Now Meg was giving him the opportunity to shape a hunk of rock into something of value.
And it scared the hell out of him.
He’d been cutting into wood, stone, and his own fingers since he was a boy. He’d gathered his informal education at his father’s knee whenever his father found time to show him the craft that
he
had learned from his father before him. But his father’s tutelage had never satisfied Clay’s hunger. It always left him craving more knowledge, yearning to create the images that filled his mind.
He’d discovered his own technique through trial and error, nurturing his innate skill, learning from his failures, reveling in his few successes. He knew he’d drawn something on paper that he probably couldn’t create with his hands, but, damn, he wanted to create it for all the reasons Meg had stated … and more.
He heard the galloping hooves and glanced over his shoulder to see the dirt rise and swirl around the horse and rider as they barreled down the road.
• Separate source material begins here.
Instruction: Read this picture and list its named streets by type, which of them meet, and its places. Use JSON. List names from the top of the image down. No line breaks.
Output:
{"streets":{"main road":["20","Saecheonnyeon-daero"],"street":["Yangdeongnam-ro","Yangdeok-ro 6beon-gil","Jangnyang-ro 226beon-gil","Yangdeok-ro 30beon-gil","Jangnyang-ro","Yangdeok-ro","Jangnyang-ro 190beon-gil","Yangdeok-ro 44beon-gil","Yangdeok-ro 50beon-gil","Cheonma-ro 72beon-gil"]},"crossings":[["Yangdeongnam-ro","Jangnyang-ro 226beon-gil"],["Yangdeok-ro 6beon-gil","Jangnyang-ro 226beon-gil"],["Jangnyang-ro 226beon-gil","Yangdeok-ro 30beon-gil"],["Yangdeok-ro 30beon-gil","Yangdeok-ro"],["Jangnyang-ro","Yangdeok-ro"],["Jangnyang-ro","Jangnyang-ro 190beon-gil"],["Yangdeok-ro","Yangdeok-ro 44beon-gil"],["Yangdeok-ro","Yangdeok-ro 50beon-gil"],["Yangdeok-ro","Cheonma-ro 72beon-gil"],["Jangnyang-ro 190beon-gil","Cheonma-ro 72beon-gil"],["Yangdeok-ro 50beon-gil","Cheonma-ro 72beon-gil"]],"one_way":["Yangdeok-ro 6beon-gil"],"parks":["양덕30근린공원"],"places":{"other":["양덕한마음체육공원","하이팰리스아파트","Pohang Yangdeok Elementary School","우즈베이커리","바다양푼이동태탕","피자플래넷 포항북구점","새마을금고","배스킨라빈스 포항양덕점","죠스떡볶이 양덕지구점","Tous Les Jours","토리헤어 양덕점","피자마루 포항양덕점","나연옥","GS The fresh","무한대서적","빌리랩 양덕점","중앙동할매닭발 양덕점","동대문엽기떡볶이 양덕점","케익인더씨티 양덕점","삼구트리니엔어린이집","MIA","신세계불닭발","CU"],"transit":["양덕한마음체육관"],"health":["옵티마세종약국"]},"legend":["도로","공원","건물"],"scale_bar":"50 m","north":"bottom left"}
Without an apology or explanation, Meg slowed her horse until it was walking beside the wagon. She was wearing Kirk’s faded flannel shirt, woolen trousers, and crumpled brown hat. Beneath the hat’s wide brim, Meg’s pert little nose strained to touch a cloud. He wondered if he’d imagined the gentleness of her tears the day before as she’d studied his sketches, wondered why he’d thought the tears were strong enough to melt away her hatred. With his thumb, he tilted his hat off his brow. “Morning.”
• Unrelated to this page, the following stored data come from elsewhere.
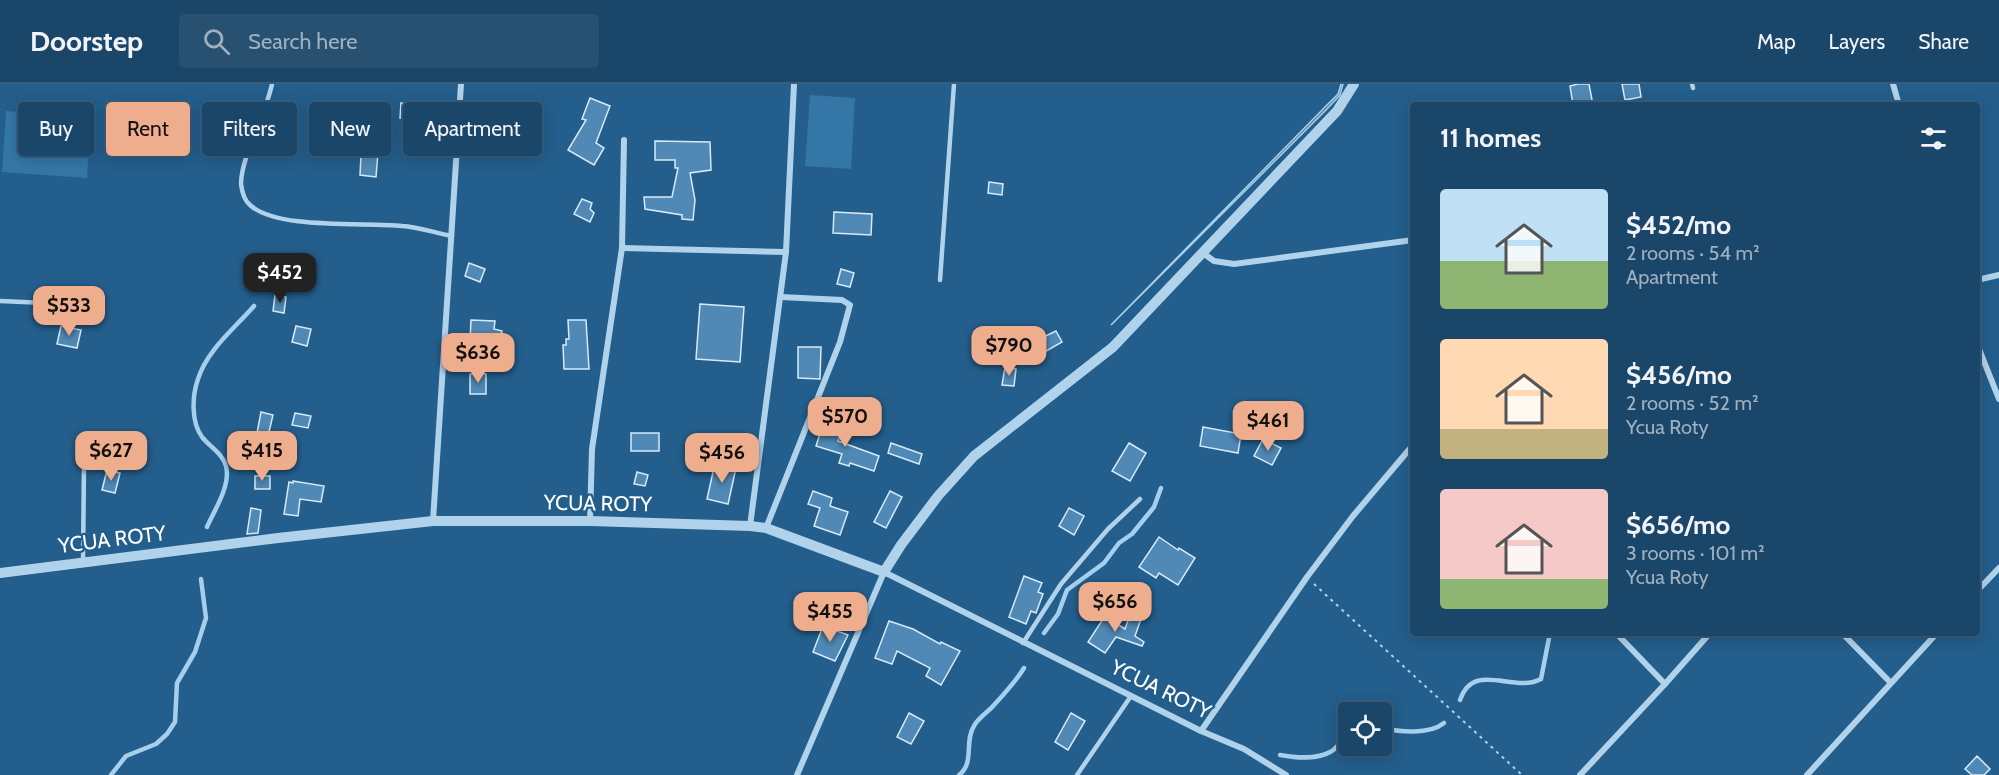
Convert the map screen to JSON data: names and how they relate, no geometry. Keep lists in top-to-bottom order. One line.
{"streets":{"street":["YCUA ROTY"]},"page":{"header":"Doorstep","search":"Search here","nav":["Map","Layers","Share"],"chip":["Buy","Rent","Filters","New","Apartment"],"heading":"11 homes","list":[{"name":"$452/mo","note":"2 rooms · 54 m² · Apartment"},{"name":"$456/mo","note":"2 rooms · 52 m² · Ycua Roty"},{"name":"$656/mo","note":"3 rooms · 101 m² · Ycua Roty"}],"price":["$452","$533","$790","$636","$570","$461","$627","$415","$456","$656","$455"]}}
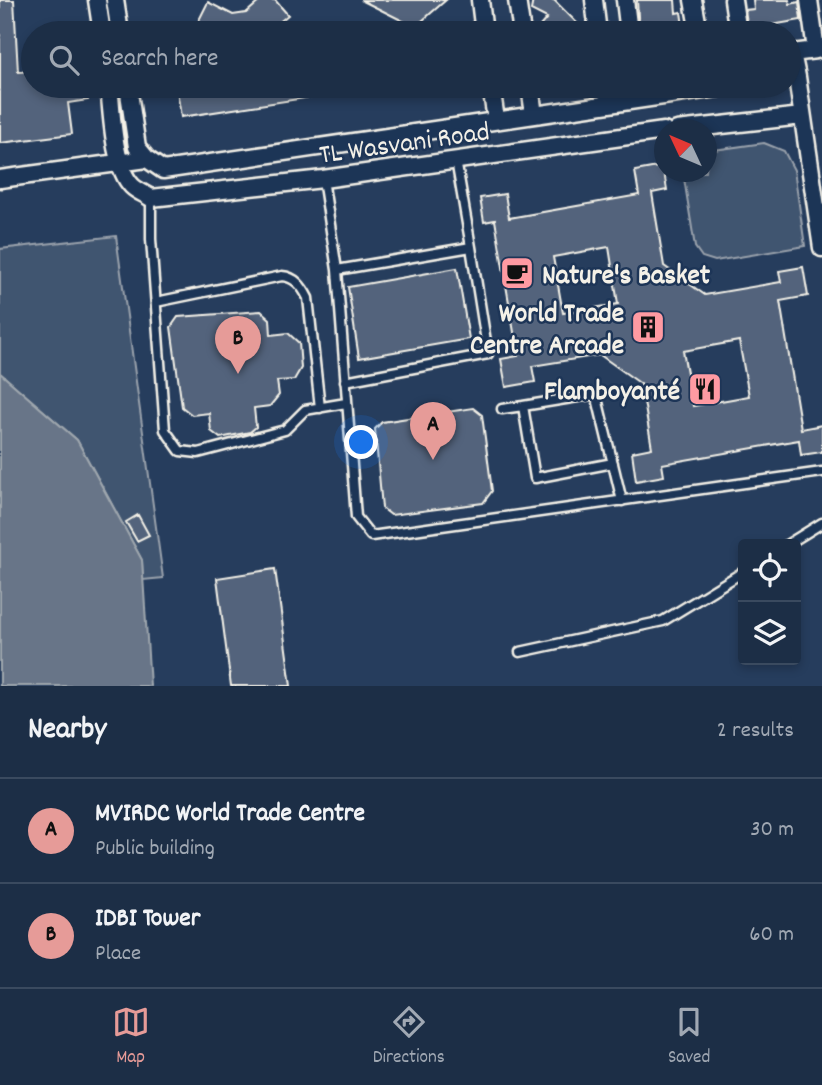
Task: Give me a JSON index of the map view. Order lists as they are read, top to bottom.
{
  "streets": {
    "street": ["TL Wasvani Road"]
  },
  "places": {
    "cafe": ["Nature's Basket"],
    "building": ["World Trade Centre Arcade"],
    "restaurant": ["Flamboyanté"]
  },
  "north": "top left",
  "page": {
    "search": "Search here",
    "pins": ["B", "A"],
    "heading": ["Nearby", "2 results"],
    "list": [
      {
        "mark": "A",
        "name": "MVIRDC World Trade Centre",
        "note": "Public building",
        "value": "30 m"
      },
      {
        "mark": "B",
        "name": "IDBI Tower",
        "note": "Place",
        "value": "60 m"
      }
    ],
    "nav": ["Map", "Directions", "Saved"]
  }
}
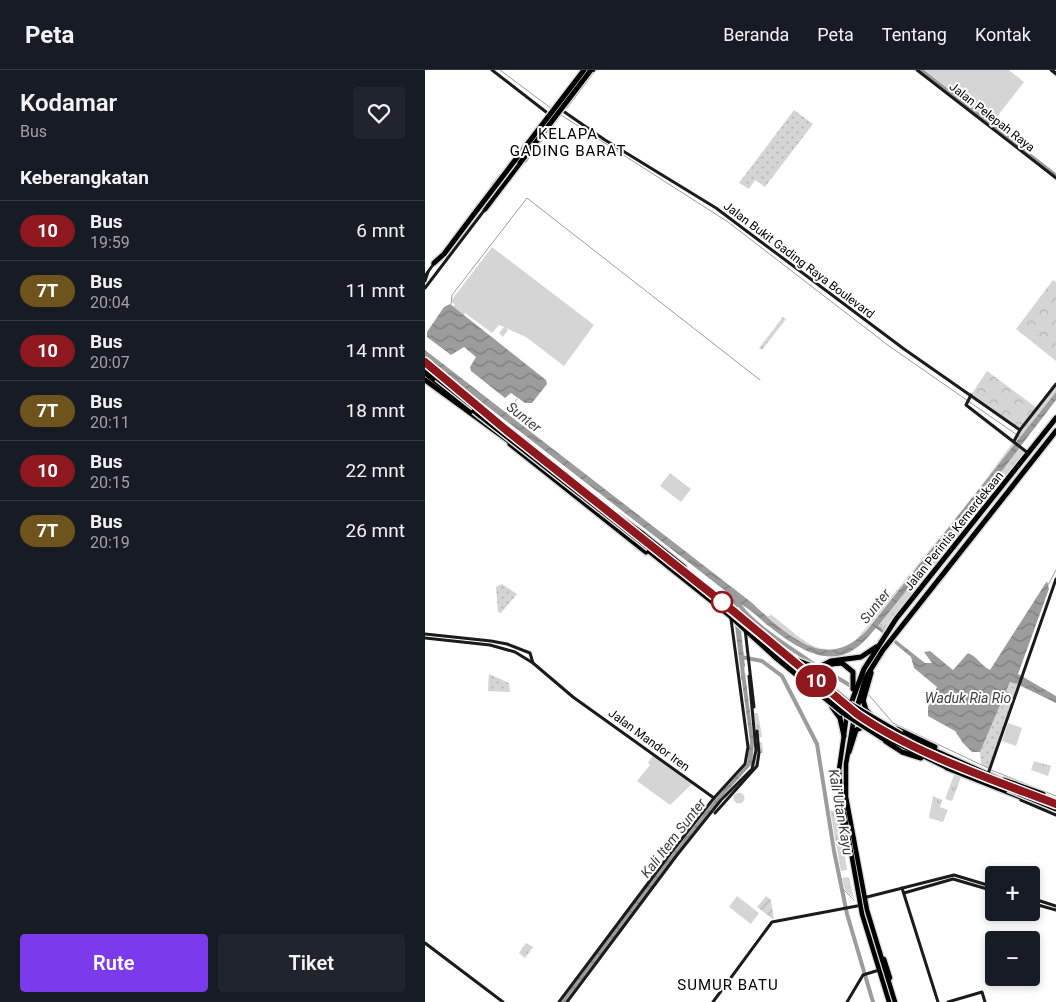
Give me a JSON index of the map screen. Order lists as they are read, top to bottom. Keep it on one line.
{"streets":{"highway":["Jalan Perintis Kemerdekaan"],"street":["Jalan Pelepah Raya","Jalan Bukit Gading Raya Boulevard","Jalan Mandor Iren"]},"districts":["KELAPA GADING BARAT","SUMUR BATU"],"water":["Sunter","Waduk Ria Rio","Kali Utan Kayu","Kali Item Sunter"],"lines":["bus line 10"],"page":{"header":"Peta","nav":["Beranda","Peta","Tentang","Kontak"],"heading":[["Kodamar","Bus"],"Keberangkatan"],"on_map":"10","list":[{"mark":"10","name":"Bus","note":"19:59","value":"6 mnt"},{"mark":"7T","name":"Bus","note":"20:04","value":"11 mnt"},{"mark":"10","name":"Bus","note":"20:07","value":"14 mnt"},{"mark":"7T","name":"Bus","note":"20:11","value":"18 mnt"},{"mark":"10","name":"Bus","note":"20:15","value":"22 mnt"},{"mark":"7T","name":"Bus","note":"20:19","value":"26 mnt"}],"map_buttons":["+","−"],"buttons":["Rute","Tiket"]}}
She slid her gaze over to him as though she’d just seen a snake slither under a rock. Her nose went up a fraction higher, and this time he couldn’t help himself. He smiled.
Her eyes widened just before she averted her gaze and fidgeted with something on the other side of her saddle. “I am not here to provide you with company. I simply want to make certain you make the best choice.”
“Know a lot about rocks, do you?”
She swung her gaze back to his. “I know what I like.”
He eased the smile off his face. “And what you don’t like.”
She gave a brusque nod. “Especially what I don’t like.”
Heaving a sigh, he stared ahead at the dirt road he’d traveled a dozen times with his father. He had a sinking feeling this trip would be the longest he’d ever taken, and he sure as hell couldn’t smell any honeysuckle. “Did you bring the money?”
“Certainly.”
Against his will, he found his gaze returning to Meg’s slender form. She sat on a horse with a measure of grace and confidence that came from weathering life’s storms and bending so naturally with the force of the wind that it could never conquer her. Maybe he should have sketched her and not Kirk, sitting astride the horse.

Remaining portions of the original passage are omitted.